Split multi-fasta file into smaller files using R
3
0
Entering edit mode
19 months ago

Hi! I'm very new to bioinformatics and was wondering if someone could help me.

I am trying to split a multi-fasta file (1.5 millions of contigs) into smaller files, which would contain each 1000 sequences (except for the last one, probably). My goal is to BLASTn the smaller files after. The thing is that I cannot use "split" in Unix directly on the .fasta file, since each sequence has a different lenght. If I use "split", it breaks the sequence in the middle.

I have the option of putting all the sequences in one line so I can split them after. I managed to do it, however, I really want to learn more about coding (I feel like this would be the "easy option").

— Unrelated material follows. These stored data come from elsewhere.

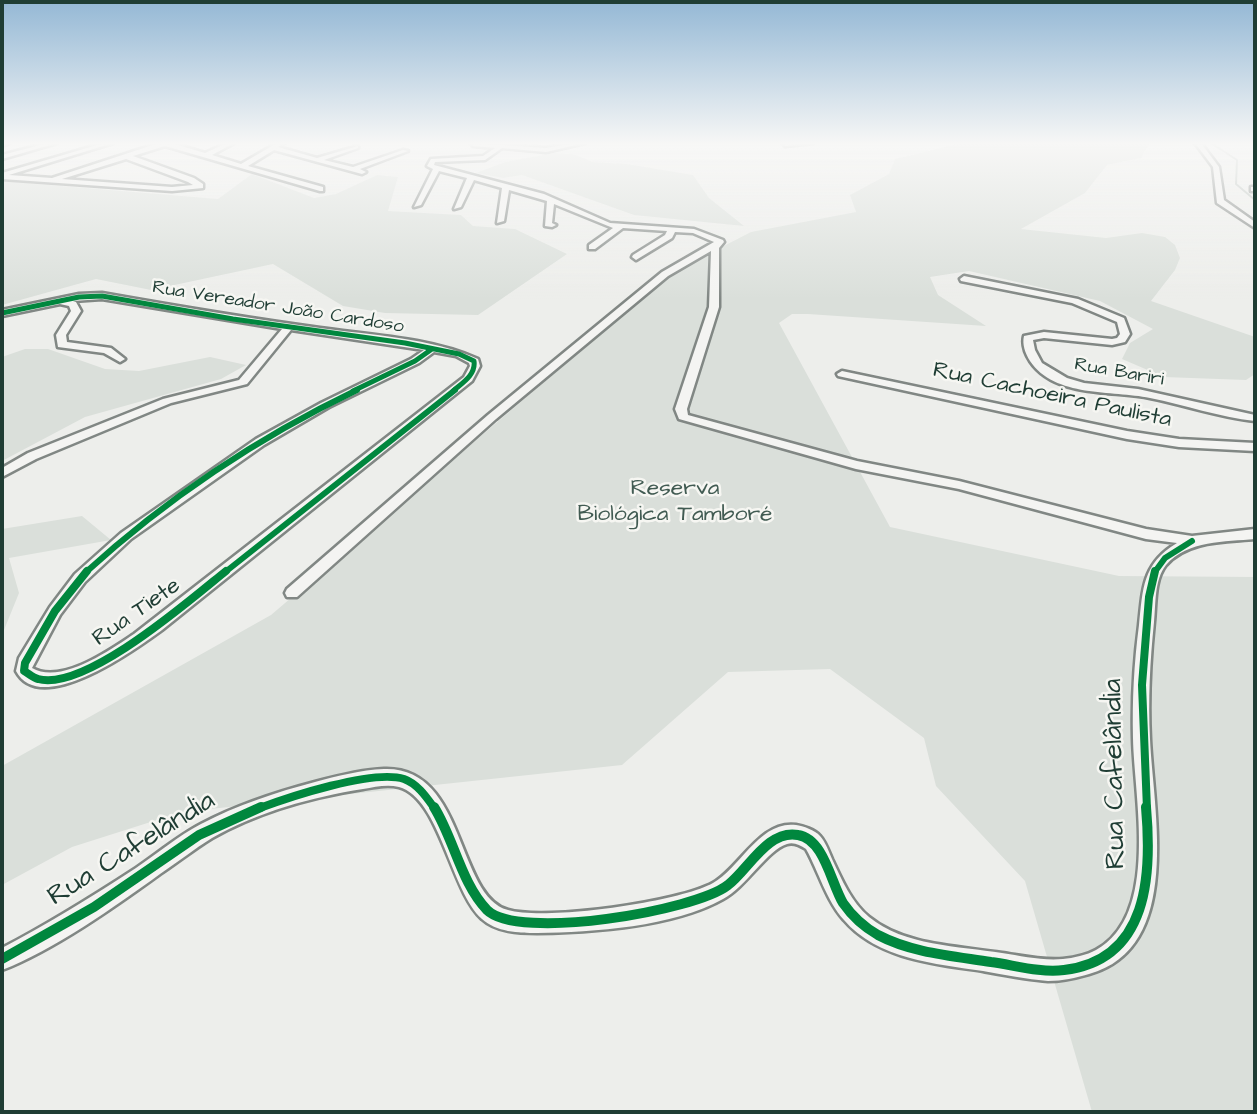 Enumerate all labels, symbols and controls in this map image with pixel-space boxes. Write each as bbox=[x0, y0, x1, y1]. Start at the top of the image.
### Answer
street label: Rua Vereador João Cardoso bbox=[150, 277, 406, 339]
street label: Rua Bariri bbox=[1073, 354, 1165, 392]
street label: Rua Cachoeira Paulista bbox=[930, 357, 1174, 435]
park label: Reserva Biológica Tamboré bbox=[577, 475, 773, 529]
street label: Rua Tiete bbox=[88, 573, 186, 653]
street label: Rua Cafelândia bbox=[1098, 678, 1134, 870]
street label: Rua Cafelândia bbox=[42, 785, 222, 915]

My supervisor has told me that I could do that in R with a for loop. I have read my data using the package ape so the .fasta file is now a DNAbin. When I do length(mydata), the result is the number of sequences. I have made a try by doing and it gave me my first two sequences. So we can assume that for now, each line = one sequence.

x <- mydata[1:2]

Basically, I want that everytime we see a multiple of 1000 (1000, 2000, 3000, 4000, ...) R writes the lines from 0:1000 into one file, the lines from 1001:2000 in another file, ... I just started recently with Python and with R, so I've been trying a few things but nothing is working.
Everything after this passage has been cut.